Exercise aim
Your task is to filter the entries and copy every line containing the string "lines".

Supplied material
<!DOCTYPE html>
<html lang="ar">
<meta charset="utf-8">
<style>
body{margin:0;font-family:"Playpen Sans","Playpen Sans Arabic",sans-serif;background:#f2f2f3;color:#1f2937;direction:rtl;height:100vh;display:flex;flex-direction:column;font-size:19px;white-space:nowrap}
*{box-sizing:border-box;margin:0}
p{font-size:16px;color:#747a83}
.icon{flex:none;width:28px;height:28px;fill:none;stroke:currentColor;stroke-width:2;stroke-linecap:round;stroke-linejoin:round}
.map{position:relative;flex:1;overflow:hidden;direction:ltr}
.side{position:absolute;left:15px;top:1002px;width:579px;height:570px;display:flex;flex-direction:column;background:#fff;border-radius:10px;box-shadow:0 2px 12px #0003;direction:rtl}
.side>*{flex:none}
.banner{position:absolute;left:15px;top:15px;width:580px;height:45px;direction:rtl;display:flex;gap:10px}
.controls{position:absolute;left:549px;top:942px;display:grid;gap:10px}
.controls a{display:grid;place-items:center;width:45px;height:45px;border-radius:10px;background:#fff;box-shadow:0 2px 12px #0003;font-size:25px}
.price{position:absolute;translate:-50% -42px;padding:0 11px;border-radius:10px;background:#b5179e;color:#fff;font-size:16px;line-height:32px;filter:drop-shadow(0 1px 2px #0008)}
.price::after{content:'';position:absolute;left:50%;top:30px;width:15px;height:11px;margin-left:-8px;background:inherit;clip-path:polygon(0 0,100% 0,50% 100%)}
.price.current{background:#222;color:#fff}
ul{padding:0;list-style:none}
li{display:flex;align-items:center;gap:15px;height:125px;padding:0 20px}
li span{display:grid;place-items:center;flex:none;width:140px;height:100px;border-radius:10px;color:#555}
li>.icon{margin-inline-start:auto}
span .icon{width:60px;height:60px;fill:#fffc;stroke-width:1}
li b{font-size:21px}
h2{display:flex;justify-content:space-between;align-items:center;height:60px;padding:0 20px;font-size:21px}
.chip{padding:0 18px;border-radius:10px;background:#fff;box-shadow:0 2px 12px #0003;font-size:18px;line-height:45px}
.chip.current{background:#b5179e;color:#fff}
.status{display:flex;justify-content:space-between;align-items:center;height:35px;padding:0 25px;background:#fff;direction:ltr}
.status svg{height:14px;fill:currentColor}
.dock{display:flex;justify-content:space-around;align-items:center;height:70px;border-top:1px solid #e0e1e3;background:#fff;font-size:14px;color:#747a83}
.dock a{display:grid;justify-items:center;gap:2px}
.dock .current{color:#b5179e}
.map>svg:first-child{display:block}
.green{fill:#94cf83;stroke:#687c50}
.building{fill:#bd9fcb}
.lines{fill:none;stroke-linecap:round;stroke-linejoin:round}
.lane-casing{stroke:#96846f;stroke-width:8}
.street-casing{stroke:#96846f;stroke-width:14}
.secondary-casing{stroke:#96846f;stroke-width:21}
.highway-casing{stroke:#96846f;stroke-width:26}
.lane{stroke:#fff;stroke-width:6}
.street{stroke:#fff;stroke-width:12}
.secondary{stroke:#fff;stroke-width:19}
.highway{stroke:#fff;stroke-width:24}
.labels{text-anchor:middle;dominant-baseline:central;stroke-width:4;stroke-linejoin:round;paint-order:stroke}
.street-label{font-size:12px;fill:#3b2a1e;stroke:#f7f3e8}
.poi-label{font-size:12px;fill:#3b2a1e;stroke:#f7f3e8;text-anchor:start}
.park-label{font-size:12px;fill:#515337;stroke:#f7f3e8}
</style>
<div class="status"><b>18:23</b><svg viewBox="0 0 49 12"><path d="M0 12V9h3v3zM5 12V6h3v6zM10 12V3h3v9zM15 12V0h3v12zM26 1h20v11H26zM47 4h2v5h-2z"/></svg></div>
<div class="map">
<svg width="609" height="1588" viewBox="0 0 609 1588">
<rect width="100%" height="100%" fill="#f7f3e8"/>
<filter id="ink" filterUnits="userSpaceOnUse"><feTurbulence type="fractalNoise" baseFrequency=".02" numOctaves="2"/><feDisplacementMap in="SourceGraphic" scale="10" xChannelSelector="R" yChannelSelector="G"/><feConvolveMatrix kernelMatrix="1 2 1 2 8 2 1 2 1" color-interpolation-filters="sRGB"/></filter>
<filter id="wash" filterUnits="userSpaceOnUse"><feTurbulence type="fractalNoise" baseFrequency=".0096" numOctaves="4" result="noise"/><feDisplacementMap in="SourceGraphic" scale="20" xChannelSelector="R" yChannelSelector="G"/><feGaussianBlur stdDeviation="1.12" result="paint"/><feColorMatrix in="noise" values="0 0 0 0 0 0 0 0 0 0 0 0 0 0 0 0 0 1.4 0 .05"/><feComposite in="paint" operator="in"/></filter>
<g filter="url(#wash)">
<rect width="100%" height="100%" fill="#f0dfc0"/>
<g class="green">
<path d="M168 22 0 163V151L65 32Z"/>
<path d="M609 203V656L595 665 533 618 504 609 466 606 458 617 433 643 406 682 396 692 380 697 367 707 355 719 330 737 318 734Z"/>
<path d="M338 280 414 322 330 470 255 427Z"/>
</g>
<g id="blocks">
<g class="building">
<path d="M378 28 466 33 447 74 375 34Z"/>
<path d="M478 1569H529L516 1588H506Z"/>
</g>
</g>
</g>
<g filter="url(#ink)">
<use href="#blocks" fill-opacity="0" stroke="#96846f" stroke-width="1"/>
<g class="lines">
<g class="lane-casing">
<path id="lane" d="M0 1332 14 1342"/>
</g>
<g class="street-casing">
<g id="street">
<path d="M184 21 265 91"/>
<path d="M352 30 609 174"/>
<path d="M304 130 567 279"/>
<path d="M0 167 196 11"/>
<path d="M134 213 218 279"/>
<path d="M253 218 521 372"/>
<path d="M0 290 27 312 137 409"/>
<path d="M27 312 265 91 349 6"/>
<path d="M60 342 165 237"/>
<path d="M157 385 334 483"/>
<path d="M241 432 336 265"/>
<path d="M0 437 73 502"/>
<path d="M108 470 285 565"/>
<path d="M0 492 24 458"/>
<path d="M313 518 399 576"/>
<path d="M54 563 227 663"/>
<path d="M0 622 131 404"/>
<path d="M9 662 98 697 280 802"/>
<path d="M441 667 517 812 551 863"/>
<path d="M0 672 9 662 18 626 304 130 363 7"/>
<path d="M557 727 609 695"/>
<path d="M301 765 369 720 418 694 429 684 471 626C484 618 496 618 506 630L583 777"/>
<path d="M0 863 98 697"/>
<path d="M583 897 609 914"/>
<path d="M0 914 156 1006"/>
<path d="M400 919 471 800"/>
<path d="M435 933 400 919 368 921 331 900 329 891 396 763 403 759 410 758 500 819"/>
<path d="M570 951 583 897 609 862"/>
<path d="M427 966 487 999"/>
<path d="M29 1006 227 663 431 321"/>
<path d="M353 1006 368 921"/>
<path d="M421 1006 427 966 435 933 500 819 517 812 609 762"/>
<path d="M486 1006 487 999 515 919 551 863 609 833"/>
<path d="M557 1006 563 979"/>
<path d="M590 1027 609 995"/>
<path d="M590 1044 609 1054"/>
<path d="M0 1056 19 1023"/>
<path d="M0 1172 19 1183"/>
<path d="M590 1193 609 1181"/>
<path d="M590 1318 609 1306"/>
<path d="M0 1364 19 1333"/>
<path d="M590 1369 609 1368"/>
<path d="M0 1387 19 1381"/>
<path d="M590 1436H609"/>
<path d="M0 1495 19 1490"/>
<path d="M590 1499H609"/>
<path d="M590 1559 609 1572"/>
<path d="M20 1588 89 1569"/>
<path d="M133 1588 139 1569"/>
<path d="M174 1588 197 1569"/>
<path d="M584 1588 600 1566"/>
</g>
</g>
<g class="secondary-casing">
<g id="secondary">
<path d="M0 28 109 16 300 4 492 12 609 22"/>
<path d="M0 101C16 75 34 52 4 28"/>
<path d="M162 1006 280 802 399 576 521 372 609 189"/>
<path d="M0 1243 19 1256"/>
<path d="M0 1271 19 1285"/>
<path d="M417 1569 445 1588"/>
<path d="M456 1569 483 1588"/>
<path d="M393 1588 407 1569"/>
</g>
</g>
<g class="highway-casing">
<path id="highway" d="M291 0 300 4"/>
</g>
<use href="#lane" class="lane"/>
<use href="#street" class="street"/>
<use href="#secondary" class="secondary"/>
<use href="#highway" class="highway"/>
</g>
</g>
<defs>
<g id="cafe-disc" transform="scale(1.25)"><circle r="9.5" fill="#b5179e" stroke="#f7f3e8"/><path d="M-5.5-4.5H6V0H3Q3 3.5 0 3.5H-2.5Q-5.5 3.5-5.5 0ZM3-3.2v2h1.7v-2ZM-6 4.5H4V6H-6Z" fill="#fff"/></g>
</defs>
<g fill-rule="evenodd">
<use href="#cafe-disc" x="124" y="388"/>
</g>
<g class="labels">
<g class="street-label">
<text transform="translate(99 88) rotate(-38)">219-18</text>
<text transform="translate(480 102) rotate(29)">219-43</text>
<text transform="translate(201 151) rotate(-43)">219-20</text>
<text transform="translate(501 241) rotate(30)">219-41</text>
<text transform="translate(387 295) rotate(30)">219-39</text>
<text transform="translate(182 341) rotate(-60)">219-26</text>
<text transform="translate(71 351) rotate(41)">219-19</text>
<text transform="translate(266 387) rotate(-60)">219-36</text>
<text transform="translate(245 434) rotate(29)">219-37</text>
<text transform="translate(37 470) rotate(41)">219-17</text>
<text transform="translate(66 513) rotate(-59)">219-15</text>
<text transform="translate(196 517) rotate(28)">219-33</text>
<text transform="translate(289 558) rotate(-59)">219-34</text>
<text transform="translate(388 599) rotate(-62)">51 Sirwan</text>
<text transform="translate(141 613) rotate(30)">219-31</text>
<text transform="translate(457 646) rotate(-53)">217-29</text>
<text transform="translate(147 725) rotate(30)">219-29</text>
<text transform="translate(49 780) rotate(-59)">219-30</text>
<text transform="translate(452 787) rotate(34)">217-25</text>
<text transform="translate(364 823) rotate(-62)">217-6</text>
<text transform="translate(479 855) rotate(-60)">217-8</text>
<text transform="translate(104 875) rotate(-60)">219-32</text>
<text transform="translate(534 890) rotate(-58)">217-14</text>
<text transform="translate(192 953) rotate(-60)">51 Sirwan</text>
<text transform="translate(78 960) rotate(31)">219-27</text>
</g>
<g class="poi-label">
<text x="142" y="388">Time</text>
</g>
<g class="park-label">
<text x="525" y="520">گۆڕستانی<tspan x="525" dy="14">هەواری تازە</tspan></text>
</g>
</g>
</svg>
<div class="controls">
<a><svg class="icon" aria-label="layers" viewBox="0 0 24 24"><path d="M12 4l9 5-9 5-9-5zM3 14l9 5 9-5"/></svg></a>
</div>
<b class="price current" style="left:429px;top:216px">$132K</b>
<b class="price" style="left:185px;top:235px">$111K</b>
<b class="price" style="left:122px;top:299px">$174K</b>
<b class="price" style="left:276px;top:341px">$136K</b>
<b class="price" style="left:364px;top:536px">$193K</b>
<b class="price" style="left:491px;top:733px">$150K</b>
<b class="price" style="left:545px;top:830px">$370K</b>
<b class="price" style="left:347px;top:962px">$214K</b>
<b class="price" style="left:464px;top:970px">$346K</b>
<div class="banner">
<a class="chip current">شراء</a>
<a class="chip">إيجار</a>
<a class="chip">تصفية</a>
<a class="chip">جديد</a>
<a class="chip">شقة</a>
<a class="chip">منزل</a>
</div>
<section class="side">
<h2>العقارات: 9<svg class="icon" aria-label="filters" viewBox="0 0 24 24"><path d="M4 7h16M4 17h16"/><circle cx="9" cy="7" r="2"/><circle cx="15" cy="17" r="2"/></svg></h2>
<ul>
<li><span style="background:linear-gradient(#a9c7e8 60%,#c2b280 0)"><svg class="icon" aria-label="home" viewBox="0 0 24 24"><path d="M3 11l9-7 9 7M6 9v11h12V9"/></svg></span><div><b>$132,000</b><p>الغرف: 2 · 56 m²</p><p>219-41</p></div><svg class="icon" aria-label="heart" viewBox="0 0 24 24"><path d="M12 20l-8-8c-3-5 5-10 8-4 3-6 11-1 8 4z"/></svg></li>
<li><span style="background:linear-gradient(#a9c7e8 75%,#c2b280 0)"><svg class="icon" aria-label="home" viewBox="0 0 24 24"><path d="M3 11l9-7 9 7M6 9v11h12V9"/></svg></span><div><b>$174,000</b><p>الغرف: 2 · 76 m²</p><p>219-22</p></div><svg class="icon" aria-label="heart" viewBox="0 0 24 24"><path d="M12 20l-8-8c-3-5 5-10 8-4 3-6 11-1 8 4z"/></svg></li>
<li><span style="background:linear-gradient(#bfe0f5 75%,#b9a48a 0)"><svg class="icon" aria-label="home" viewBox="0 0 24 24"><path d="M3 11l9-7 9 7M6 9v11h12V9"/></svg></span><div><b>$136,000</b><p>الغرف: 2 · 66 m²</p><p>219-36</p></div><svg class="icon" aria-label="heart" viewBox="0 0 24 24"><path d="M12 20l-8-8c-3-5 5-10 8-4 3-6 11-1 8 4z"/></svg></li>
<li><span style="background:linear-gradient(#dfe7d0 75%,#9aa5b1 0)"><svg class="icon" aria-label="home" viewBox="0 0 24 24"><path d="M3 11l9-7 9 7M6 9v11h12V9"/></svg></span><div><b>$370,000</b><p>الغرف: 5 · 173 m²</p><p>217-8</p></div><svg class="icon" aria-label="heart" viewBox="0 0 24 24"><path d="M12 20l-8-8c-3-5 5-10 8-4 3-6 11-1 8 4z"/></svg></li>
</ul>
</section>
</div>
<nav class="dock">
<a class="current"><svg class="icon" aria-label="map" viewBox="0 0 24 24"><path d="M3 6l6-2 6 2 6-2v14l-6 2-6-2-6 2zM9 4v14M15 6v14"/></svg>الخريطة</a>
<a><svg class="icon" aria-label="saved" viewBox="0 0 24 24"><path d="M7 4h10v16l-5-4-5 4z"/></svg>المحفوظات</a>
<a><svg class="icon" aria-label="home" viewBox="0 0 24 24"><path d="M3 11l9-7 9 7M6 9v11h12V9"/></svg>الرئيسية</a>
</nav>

Answer
.lines{fill:none;stroke-linecap:round;stroke-linejoin:round}
<g class="lines">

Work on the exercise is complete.